■ **Exercise directions**:
Search the data for "dégazeur". Return each matching line.

(Collected data)
■ ■ ■ ■

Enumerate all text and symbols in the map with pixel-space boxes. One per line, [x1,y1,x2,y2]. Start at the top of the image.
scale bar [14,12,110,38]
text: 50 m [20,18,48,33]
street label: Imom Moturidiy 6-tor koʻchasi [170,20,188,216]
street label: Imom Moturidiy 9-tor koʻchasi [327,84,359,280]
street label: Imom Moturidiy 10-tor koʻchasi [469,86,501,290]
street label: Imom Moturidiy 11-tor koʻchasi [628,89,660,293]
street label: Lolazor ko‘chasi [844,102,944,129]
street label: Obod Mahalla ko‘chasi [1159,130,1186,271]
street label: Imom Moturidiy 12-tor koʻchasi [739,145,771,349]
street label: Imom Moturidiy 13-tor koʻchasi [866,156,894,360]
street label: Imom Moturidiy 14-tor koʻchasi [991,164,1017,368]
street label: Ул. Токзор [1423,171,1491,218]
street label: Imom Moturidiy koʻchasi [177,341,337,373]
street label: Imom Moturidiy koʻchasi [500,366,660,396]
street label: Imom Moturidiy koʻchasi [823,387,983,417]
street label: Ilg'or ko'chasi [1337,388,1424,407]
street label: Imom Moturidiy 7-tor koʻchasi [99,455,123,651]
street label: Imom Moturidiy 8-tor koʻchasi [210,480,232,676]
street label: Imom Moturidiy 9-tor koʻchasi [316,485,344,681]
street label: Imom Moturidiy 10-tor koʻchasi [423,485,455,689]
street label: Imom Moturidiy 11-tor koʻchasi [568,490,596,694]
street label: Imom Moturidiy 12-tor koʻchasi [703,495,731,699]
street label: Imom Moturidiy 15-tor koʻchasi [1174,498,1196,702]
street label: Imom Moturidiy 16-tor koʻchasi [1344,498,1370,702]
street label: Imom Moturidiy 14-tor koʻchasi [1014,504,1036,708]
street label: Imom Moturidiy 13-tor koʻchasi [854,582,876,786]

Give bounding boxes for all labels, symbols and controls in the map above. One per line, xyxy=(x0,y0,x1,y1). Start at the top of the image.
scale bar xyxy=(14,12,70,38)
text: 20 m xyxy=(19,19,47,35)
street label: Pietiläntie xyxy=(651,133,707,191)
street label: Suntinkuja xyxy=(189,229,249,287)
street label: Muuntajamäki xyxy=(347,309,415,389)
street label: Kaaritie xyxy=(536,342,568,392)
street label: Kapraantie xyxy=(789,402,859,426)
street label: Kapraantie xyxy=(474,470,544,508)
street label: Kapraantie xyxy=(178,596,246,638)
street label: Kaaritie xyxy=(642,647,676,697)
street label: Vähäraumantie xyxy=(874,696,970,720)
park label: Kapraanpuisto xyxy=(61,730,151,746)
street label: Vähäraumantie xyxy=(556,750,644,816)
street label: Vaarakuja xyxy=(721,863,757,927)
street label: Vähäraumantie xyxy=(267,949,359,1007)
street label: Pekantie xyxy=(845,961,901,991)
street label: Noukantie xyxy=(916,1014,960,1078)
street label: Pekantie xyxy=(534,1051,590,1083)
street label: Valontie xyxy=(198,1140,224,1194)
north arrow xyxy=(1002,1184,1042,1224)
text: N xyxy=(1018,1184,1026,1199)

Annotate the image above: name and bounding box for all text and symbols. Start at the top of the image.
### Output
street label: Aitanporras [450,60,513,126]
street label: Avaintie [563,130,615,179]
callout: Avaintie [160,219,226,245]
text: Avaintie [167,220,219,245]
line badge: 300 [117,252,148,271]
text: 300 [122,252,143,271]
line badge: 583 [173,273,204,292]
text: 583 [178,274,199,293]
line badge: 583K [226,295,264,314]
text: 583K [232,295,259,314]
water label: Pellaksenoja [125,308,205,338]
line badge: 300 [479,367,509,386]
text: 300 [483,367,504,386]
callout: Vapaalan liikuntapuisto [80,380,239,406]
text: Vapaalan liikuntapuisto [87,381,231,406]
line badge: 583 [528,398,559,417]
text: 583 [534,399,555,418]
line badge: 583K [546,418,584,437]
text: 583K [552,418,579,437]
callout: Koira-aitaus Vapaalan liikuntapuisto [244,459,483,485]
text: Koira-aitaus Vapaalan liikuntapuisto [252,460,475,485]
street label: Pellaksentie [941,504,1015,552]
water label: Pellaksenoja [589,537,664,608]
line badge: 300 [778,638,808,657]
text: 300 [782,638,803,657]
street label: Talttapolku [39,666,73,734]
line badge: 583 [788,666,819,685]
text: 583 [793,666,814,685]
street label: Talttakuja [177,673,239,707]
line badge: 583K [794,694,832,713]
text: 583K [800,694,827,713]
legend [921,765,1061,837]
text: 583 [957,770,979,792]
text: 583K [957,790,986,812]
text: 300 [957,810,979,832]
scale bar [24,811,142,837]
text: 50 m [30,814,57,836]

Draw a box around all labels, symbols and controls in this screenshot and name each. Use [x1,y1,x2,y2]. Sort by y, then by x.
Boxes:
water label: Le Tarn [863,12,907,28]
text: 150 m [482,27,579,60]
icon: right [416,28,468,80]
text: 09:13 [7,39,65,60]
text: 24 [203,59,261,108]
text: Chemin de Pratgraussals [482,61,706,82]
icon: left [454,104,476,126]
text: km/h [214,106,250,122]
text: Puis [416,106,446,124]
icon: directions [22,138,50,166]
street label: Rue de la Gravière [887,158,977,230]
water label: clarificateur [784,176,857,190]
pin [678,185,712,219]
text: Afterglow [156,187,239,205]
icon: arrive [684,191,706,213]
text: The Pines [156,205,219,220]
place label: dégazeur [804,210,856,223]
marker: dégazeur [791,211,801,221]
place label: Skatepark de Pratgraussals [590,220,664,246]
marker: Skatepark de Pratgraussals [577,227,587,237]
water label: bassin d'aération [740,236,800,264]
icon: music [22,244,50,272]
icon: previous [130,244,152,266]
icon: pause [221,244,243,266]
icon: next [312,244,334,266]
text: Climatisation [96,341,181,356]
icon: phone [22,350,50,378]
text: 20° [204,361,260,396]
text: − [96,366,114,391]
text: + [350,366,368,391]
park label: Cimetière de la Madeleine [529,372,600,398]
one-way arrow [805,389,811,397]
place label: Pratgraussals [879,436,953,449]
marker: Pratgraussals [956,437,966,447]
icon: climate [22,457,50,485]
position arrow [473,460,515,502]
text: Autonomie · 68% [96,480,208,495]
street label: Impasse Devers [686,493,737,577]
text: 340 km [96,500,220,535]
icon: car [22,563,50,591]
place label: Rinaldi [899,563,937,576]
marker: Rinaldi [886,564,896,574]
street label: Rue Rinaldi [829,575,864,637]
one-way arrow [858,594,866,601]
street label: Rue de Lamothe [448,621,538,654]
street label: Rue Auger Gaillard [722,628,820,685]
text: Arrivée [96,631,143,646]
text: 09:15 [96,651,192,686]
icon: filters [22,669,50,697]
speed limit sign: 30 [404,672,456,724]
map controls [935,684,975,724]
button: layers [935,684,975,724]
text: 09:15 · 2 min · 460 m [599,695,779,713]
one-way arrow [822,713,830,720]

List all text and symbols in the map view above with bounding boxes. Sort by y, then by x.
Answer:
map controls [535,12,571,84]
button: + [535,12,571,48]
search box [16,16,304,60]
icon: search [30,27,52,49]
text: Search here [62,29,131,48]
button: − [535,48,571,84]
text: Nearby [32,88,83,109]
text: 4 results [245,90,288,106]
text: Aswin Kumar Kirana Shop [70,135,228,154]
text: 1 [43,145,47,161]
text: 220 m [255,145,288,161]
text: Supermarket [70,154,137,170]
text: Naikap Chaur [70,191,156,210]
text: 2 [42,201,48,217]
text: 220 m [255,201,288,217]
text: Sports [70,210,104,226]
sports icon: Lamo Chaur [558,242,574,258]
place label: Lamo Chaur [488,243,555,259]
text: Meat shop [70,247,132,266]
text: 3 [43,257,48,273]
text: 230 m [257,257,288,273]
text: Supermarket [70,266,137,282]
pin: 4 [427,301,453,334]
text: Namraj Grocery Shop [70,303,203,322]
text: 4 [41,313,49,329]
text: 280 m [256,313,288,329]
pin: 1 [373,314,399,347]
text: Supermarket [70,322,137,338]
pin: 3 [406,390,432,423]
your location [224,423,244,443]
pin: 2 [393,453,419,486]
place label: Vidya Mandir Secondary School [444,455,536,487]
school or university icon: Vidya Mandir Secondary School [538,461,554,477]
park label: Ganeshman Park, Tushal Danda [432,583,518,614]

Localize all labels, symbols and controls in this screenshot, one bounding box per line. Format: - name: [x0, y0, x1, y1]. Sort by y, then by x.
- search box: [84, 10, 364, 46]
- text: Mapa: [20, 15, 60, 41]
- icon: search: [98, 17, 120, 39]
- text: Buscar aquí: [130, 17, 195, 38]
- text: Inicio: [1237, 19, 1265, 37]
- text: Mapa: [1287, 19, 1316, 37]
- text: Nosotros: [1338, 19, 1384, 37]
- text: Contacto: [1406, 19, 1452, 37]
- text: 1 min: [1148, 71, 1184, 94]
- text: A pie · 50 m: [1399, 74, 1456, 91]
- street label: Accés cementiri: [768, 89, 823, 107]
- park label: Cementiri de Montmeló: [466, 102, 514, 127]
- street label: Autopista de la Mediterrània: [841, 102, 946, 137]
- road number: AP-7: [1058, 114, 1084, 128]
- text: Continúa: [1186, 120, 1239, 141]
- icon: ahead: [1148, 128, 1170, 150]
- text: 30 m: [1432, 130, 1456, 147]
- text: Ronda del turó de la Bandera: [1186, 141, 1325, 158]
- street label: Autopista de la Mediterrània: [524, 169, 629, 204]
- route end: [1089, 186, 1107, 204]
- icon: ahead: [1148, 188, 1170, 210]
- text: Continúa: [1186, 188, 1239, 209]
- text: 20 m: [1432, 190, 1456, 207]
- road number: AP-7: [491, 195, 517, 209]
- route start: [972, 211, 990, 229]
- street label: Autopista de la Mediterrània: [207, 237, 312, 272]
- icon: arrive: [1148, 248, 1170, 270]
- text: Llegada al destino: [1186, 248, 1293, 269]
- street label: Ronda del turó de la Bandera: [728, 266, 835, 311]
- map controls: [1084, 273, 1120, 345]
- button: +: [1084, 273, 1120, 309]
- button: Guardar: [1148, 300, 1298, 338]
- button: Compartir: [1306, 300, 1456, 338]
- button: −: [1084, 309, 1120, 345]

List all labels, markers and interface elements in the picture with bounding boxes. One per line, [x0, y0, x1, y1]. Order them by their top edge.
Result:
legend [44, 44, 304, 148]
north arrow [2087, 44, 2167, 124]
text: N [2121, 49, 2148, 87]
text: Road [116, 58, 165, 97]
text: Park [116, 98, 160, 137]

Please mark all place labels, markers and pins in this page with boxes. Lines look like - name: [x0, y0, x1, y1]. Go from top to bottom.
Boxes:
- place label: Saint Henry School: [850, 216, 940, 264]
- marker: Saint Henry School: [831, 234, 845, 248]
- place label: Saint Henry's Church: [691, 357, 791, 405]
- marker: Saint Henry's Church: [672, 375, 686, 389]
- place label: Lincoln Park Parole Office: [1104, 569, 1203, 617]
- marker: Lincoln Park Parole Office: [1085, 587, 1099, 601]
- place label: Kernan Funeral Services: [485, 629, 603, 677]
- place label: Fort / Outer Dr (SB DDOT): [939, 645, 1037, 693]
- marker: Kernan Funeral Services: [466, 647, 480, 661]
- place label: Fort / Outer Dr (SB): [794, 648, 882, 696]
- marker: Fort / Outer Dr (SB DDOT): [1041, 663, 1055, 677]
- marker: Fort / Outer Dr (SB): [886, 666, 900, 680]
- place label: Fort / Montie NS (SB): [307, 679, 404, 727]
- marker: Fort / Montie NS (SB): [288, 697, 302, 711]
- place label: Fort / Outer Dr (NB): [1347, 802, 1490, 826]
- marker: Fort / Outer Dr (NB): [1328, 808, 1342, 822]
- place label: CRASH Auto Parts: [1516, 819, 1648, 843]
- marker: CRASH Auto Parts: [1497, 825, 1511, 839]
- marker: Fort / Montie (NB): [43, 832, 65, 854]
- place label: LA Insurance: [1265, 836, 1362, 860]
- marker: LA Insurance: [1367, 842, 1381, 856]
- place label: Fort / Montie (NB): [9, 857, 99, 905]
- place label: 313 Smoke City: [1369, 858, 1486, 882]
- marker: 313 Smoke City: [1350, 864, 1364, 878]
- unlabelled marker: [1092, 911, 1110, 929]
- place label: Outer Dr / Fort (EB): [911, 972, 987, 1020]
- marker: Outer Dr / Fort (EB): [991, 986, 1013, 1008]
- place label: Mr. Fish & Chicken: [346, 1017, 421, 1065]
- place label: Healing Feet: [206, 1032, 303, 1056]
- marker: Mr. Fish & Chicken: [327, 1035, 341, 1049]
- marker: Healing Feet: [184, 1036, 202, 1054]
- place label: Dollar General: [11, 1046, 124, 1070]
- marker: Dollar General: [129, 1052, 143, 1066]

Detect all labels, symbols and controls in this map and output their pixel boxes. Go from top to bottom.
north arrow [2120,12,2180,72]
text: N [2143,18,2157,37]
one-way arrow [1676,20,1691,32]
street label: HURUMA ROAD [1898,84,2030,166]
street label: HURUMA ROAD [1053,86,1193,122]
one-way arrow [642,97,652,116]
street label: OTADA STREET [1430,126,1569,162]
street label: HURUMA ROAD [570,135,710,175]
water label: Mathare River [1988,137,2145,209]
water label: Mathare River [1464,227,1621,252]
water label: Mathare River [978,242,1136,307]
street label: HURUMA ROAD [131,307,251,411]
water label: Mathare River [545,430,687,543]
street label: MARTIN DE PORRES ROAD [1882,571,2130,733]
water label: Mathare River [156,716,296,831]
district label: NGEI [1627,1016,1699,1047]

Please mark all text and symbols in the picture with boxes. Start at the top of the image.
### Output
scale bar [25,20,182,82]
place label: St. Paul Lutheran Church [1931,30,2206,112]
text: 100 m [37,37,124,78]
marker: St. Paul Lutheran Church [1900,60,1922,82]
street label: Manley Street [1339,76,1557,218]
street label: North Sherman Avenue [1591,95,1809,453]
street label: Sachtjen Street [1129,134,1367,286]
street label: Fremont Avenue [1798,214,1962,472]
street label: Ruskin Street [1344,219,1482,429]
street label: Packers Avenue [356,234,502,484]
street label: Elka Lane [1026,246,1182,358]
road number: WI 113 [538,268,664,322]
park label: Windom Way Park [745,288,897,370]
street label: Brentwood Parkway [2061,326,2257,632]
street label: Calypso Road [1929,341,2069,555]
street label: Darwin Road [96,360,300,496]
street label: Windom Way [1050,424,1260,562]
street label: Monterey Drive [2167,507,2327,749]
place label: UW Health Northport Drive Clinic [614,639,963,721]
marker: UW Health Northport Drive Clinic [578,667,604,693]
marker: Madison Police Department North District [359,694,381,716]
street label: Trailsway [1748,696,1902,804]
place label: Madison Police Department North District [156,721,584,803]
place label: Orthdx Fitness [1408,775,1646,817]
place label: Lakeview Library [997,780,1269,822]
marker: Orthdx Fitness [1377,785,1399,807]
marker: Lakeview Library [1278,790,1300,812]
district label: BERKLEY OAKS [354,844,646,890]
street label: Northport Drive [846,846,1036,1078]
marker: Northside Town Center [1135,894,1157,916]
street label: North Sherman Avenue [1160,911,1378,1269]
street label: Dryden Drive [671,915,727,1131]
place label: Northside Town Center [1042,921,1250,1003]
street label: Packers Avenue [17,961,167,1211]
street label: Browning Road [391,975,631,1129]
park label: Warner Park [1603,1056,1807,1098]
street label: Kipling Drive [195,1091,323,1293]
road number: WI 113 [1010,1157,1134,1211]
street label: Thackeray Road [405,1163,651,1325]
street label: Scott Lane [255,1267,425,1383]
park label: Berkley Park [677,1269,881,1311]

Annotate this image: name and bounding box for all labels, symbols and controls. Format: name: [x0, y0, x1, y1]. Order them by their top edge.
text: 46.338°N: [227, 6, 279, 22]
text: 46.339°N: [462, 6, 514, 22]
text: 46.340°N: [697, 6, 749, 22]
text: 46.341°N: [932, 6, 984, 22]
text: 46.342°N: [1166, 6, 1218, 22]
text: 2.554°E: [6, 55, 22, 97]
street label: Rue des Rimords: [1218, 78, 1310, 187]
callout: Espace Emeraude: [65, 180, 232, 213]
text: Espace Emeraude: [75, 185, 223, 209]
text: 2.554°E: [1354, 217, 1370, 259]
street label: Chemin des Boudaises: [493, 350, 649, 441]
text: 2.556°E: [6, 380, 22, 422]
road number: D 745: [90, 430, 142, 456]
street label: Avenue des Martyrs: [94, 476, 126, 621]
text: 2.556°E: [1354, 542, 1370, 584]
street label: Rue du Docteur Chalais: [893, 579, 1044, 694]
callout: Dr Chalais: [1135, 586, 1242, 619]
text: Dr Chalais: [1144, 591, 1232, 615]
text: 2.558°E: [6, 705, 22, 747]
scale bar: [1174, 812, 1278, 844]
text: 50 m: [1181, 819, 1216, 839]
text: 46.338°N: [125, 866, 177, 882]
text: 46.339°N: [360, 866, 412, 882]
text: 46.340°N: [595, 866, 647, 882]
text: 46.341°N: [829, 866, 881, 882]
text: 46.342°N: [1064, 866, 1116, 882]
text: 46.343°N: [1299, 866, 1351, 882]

■ ■ ■ ■

■ **Response box**:
place label: dégazeur [804,210,856,223]
marker: dégazeur [791,211,801,221]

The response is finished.